REVIEW: Ida

 

ida

Ida
Directed by: Pawel Pawlikowski
Written by: Pawel Pawlikowski and Rebecca Lenkiewicz
Starring: Agata Trzebuchowska and Agata Kulesza

Pawel Pawlikowski’s Ida is a road movie imbued with a calm, tragic stillness.  The story is set in early 1960s Poland, but its atmosphere is a more timeless evocation of post-World War II pain, where smoky lounge bars feel like a distraction from still unhealed national wounds.  Anna (Agata Trzebuchowska), a novitiate nun preparing to take her vows, is largely sheltered from that world, until she’s instructed to learn more about her past by visiting Wanda (Agata Kulesza), her aunt and only known living relative.

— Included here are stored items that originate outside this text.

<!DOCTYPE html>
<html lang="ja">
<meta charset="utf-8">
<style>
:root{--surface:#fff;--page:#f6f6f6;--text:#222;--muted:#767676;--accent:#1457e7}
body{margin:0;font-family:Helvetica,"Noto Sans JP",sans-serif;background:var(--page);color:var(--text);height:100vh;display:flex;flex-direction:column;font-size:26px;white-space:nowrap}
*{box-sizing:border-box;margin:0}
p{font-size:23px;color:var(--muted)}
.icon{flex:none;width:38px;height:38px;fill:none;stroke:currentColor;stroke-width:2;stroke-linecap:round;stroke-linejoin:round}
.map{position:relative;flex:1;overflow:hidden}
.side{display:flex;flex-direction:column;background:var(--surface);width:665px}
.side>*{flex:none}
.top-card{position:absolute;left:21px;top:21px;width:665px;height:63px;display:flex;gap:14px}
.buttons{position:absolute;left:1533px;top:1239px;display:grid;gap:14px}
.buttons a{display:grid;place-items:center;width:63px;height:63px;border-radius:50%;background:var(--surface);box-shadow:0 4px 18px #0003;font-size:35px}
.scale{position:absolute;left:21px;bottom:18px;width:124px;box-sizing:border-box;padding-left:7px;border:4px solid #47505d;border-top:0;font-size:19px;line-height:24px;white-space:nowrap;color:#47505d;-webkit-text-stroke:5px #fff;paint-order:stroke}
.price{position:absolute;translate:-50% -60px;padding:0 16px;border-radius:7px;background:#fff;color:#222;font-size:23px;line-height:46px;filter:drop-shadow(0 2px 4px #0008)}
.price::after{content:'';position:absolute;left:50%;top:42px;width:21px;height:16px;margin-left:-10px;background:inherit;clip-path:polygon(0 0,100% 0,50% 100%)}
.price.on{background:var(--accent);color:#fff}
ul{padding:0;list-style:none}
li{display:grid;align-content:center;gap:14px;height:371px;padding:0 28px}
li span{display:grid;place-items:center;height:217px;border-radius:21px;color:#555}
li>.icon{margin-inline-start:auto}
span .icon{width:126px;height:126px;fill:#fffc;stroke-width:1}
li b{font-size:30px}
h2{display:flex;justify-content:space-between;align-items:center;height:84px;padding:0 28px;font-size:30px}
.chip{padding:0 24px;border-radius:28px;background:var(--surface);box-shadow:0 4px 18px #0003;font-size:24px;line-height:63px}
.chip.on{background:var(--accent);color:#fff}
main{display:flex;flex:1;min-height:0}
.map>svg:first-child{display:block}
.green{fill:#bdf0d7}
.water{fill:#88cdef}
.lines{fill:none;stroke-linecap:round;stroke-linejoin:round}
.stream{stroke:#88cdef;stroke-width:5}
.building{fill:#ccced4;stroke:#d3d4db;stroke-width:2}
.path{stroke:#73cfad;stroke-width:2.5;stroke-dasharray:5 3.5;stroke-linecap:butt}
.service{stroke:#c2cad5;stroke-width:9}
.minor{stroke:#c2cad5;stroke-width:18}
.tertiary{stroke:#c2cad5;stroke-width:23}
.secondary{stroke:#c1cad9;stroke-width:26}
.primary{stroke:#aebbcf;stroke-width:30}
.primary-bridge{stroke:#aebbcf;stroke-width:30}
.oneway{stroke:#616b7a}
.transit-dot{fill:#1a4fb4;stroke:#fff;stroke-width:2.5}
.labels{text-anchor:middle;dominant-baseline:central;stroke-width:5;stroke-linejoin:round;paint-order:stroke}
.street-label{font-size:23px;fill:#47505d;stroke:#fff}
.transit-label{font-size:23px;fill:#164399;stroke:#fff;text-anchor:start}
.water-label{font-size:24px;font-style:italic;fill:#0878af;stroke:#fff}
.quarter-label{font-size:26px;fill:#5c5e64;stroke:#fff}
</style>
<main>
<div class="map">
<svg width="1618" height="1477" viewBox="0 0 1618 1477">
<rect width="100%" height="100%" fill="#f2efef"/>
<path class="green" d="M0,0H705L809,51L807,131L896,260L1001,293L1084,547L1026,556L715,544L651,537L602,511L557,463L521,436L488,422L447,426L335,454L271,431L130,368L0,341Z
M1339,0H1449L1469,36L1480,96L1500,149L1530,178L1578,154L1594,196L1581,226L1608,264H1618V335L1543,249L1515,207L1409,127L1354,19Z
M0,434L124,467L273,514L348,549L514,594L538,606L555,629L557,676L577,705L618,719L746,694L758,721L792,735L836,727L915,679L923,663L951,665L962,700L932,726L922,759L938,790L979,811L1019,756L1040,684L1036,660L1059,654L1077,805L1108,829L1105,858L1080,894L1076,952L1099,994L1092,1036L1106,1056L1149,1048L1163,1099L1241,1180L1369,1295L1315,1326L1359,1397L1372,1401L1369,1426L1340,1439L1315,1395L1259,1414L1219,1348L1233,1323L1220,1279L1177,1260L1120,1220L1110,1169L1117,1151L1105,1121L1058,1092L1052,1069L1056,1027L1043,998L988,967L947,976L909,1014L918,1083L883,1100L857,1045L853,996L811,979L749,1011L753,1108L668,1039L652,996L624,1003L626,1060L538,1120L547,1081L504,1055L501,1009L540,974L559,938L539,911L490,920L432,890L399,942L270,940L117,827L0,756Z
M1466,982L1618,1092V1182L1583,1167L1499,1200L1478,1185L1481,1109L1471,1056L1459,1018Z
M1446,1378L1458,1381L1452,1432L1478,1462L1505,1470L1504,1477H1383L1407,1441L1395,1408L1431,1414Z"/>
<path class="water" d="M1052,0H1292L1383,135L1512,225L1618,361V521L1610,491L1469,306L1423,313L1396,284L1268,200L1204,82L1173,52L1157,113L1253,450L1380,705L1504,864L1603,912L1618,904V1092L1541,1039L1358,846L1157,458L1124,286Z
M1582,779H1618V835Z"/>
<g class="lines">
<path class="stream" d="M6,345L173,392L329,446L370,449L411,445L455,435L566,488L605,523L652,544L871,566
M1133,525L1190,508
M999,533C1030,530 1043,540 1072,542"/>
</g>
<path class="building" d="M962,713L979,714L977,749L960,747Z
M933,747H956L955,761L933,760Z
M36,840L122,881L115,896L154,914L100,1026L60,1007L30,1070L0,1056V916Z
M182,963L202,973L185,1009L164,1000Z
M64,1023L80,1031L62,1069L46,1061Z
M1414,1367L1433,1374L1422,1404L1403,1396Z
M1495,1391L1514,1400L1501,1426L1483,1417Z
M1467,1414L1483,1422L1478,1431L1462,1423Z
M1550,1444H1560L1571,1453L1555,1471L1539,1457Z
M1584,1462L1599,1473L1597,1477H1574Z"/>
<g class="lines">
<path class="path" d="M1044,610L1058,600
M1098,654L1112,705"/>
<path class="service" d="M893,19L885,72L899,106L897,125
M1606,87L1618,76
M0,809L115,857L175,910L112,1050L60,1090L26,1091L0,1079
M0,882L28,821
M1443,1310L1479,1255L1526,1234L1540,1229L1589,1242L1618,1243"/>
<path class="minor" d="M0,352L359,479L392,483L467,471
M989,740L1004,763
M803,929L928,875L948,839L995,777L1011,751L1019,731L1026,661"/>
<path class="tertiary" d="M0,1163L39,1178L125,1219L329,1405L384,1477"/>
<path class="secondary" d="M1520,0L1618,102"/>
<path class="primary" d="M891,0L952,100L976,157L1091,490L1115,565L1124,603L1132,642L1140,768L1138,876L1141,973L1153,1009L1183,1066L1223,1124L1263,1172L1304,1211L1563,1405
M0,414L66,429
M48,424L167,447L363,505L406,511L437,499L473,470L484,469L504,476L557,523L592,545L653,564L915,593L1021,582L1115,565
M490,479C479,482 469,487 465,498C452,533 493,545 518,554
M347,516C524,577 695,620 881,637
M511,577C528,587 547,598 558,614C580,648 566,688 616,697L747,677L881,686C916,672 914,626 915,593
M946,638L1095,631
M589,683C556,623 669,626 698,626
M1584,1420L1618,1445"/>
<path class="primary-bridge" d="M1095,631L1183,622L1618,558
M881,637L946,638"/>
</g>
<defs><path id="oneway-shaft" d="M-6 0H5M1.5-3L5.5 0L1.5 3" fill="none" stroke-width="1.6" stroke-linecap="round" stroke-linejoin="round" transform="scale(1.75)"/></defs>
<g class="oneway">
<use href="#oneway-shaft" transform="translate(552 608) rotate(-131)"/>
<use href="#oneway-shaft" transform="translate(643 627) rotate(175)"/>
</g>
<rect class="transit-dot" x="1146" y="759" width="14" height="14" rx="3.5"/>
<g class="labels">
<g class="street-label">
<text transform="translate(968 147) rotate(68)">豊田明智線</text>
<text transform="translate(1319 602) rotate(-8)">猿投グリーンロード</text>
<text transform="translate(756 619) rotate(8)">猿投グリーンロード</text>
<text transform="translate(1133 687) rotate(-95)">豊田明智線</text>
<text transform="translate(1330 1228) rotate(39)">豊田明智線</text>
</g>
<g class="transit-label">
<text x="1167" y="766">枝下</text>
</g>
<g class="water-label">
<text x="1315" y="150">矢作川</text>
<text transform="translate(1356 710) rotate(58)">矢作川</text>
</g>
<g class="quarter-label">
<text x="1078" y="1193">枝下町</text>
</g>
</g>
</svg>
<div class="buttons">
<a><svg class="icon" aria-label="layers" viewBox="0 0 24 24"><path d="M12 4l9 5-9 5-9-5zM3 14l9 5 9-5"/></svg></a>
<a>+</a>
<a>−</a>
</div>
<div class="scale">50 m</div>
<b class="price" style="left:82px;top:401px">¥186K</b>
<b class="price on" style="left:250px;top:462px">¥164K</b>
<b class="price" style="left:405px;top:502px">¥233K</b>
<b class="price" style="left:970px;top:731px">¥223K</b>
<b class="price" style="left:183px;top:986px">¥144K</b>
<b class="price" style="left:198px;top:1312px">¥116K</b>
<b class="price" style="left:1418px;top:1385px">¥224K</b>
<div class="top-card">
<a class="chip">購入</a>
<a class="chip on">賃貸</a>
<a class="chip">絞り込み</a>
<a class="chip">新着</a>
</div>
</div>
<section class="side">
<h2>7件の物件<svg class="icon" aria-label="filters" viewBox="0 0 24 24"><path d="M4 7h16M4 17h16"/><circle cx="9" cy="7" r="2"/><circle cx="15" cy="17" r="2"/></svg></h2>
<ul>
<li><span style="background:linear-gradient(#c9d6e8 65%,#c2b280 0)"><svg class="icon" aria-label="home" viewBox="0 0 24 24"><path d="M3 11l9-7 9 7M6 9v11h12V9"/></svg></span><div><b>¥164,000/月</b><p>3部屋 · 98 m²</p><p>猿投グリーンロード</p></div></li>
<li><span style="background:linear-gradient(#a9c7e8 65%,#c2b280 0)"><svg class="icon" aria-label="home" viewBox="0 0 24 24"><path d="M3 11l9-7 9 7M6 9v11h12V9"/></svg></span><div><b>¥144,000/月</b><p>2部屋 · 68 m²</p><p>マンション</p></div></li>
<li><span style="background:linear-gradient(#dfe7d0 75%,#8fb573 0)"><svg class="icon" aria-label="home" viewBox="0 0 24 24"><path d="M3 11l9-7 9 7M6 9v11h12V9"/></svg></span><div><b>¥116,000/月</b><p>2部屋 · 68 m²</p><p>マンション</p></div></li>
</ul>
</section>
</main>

(Spoilers ahead) Not long after she meets Wanda, Anna finds out she’s Jewish, and her real name gives the movie its title. Her family was slaughtered in the war by someone they thought was a friend, and she was spared, taken to a Catholic orphanage as a baby and raised without that knowledge. Throughout the story she is by turns petrified and embarrassed; petrified at the tragic turns of her journey of self-discovery, and embarrassed both by and for her aunt, who lives a very different life than that of a nun-in-waiting.